The next Olympic Park neighbourhood to slip glacially into existence will be Bridgewater. It'll be a triangular offshoot of Pudding Mill, bounded on three sides by the Greenway, the railway and the City Mill River. During the Olympics it was used for conducting security checks, but since then has been mostly left as fenced-off hardstanding.
Essentially it's six wasted acres, the only bright spot being the allotments along the northern edge.
But plans for Bridgewater's 600 new homes have now been put forward, and allotment holders fear they no longer see quite such a bright future.
Manor Garden Allotments were quietly productive for a century until London won its Olympic bid. In 2007 the original site off Waterden Road was controversially fenced off and flattened to become part of the northern half of the Olympic Park, because promises that the land would be held "in perpetuity" were no match for a global planning onslaught. Two smaller replacement allotments were eventually provided, one off Marsh Lane in Waltham Forest (opened 2013) and the other here at Pudding Mill (opened 2016). It took a season or two to evolve from "a few sheds by the railway" to "lush horticultural vibe" but is now positively the latter. Plotholders worry it may not be for long.
The issues are building heights and lack of sunlight. The remainder of the Bridgewater triangle is to be crammed with housing in order to meet building targets, including six 11-storey apartment blocks. Four of these are planned to rise close to the allotment boundary - two to the southwest and two to the southeast - even though the LLDC once promised lower blocks instead. And once they're built the clear sightlines that plotholders currently enjoy will disappear, making direct sunlight an intermittent rather than permanent feature.
Which brings us to the thorny subject of "how much sunlight is enough sunlight"?

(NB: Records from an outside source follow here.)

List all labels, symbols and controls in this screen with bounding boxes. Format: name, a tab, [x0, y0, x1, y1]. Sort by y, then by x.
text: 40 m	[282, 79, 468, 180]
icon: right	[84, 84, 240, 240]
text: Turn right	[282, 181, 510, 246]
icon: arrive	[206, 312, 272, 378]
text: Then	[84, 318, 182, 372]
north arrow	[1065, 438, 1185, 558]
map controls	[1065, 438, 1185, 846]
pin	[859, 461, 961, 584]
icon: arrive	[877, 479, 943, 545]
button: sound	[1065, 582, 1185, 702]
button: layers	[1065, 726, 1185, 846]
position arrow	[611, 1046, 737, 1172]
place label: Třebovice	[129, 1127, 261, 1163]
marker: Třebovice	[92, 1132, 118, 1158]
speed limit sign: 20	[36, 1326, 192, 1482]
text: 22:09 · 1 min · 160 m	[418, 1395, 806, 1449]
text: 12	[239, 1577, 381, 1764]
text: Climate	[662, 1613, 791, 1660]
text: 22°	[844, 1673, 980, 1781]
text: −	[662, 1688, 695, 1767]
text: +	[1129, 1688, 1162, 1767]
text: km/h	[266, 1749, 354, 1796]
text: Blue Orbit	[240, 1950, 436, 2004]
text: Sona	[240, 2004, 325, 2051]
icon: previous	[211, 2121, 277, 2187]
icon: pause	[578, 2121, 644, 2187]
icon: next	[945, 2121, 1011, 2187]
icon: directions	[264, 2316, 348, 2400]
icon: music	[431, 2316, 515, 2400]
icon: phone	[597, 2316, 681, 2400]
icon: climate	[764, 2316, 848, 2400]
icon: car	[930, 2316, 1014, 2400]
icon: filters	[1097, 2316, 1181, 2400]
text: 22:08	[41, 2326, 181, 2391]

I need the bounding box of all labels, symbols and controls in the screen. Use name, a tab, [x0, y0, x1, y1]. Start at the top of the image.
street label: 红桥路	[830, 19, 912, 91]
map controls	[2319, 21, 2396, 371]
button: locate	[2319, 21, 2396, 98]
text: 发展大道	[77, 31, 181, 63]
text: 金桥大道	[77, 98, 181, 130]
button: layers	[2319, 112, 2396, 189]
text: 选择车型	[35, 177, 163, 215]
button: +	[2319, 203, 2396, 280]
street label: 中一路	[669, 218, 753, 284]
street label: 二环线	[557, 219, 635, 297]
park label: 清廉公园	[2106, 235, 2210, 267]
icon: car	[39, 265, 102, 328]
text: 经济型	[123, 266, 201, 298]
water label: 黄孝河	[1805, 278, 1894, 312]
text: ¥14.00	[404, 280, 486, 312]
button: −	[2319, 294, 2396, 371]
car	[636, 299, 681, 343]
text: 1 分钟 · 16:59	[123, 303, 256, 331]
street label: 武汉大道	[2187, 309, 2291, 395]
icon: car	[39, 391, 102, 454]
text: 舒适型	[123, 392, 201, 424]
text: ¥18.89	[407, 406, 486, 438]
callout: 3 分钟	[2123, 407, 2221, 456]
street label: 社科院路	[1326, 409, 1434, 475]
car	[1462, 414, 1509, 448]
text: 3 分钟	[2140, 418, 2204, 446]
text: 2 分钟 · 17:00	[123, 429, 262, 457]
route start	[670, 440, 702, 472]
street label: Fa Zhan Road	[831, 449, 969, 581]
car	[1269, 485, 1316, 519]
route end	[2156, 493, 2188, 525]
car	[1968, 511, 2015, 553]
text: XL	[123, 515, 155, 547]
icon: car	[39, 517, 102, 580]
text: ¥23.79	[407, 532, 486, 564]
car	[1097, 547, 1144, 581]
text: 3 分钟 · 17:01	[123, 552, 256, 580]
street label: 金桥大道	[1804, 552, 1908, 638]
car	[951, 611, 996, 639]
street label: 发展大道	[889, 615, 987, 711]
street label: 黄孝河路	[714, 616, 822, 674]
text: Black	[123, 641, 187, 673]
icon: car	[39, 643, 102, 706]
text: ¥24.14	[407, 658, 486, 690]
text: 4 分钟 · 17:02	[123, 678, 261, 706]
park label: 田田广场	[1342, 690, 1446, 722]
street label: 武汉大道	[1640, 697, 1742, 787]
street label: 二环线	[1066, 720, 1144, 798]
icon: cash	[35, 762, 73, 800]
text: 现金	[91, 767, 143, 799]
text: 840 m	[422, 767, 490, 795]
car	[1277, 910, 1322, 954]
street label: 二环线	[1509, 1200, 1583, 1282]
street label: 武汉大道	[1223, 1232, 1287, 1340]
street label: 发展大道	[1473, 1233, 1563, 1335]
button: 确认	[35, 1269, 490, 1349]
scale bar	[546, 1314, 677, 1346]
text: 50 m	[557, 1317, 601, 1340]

The map on the left comes from LLDC planning documents. In orange and red are all the areas which will receive less than 2 hours direct sunlight on 21st March after the new flats are built. Hardly any orange or red is evident, except in the shadow of sheds and up close to the site boundary. All the rest of the allotments, in green, will still receive more than two hours direct sunlight. This is fine, say the developers, two hours is all you need.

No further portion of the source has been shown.